In fact in the case of Ghana there is little, known Scottish input but here is a correction, and some addition to present knowledge. The story from the country is that the game was brought to it in about 1903 to supplement cricket and tennis by a Mr. Briton, a teacher, and then head of the Government Boys School in the town of Cape Coast and said to be Jamaican. In fact Mr. Briton was actually Joseph Britton, Joseph Augustus Britton, who was West Indian but like Andrew Watson from Demerara in today's Guyana, had been teaching on what was then the Gold Coast since 1886, would, as a schoolmaster and a widower, in 1897 marry an Elizabeth Harrison in Accra and would, presumably to retire, leave the school in 1912.

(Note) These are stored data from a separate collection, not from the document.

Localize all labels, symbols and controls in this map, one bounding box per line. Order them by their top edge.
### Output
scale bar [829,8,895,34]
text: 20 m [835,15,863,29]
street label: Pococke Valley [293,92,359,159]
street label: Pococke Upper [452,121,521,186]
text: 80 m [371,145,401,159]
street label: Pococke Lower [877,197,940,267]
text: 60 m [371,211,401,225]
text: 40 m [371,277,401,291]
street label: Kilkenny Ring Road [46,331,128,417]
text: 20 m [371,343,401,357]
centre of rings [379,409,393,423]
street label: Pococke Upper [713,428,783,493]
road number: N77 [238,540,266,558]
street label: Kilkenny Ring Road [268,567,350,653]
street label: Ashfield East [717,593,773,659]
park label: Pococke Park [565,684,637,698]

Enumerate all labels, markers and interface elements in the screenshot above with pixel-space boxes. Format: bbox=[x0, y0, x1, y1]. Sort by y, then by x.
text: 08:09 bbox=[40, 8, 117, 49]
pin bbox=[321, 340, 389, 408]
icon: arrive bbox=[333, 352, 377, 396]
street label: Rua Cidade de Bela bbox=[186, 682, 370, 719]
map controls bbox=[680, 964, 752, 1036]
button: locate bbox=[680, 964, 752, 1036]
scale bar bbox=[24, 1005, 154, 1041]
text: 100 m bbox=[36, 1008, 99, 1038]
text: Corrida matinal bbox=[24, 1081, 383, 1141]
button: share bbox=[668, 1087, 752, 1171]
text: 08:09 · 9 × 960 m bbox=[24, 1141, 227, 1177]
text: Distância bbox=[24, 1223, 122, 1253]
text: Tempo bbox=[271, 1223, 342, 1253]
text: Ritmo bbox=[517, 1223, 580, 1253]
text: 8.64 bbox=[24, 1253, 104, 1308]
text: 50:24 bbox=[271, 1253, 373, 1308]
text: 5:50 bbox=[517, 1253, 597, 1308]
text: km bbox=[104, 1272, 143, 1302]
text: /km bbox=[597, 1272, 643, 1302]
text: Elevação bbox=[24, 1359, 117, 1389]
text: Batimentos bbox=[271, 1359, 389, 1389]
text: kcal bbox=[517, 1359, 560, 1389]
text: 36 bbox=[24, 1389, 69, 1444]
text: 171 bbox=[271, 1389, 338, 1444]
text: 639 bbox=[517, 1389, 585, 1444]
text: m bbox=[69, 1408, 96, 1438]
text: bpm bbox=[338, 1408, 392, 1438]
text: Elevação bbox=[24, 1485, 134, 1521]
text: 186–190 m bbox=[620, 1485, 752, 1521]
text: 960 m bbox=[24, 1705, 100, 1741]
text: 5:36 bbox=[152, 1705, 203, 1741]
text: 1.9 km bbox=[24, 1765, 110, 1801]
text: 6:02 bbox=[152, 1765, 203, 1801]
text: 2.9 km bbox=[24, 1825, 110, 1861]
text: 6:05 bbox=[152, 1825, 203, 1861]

Then came the intervention of The Great War, after which in 1919 Frederick Guggisberg was appointed Governor of the colony for the next eight years. And it was under his stewardship that, with the game having in the meantime been spread by Britton's pupils to the the capital, that in 1920 the Gold Coast Football Association, now the Ghana FA, was formed and Accra Football League founded, with the Guggisberg Shield as its major trophy.
So who was Frederick Gordon Guggisberg, later "Sir". In fact he had been Canadian-born, of Swiss and some Scots-Canadian ancestry, had arrived in Britain at the age of about ten and was a military man but as a Royal Engineer, a specialist in fortifications. So why the interest in football? He was known to be something of an athlete, including football. Indeed he was captain of the RE cricket team and in 1905 played for the MCC, and the RE, from having been a major force in early, English football from the 1860s until professionalism, still had strong, if amateur, teams. In 1908 one of them had taken the FA Amateur Cup. And his birth-place was also interesting. It was Galt in Ontario, in the heart of the area, which saw through Perthshire's David Forsyth, the "Father of Canadian Soccer" the implantation of the game in that country.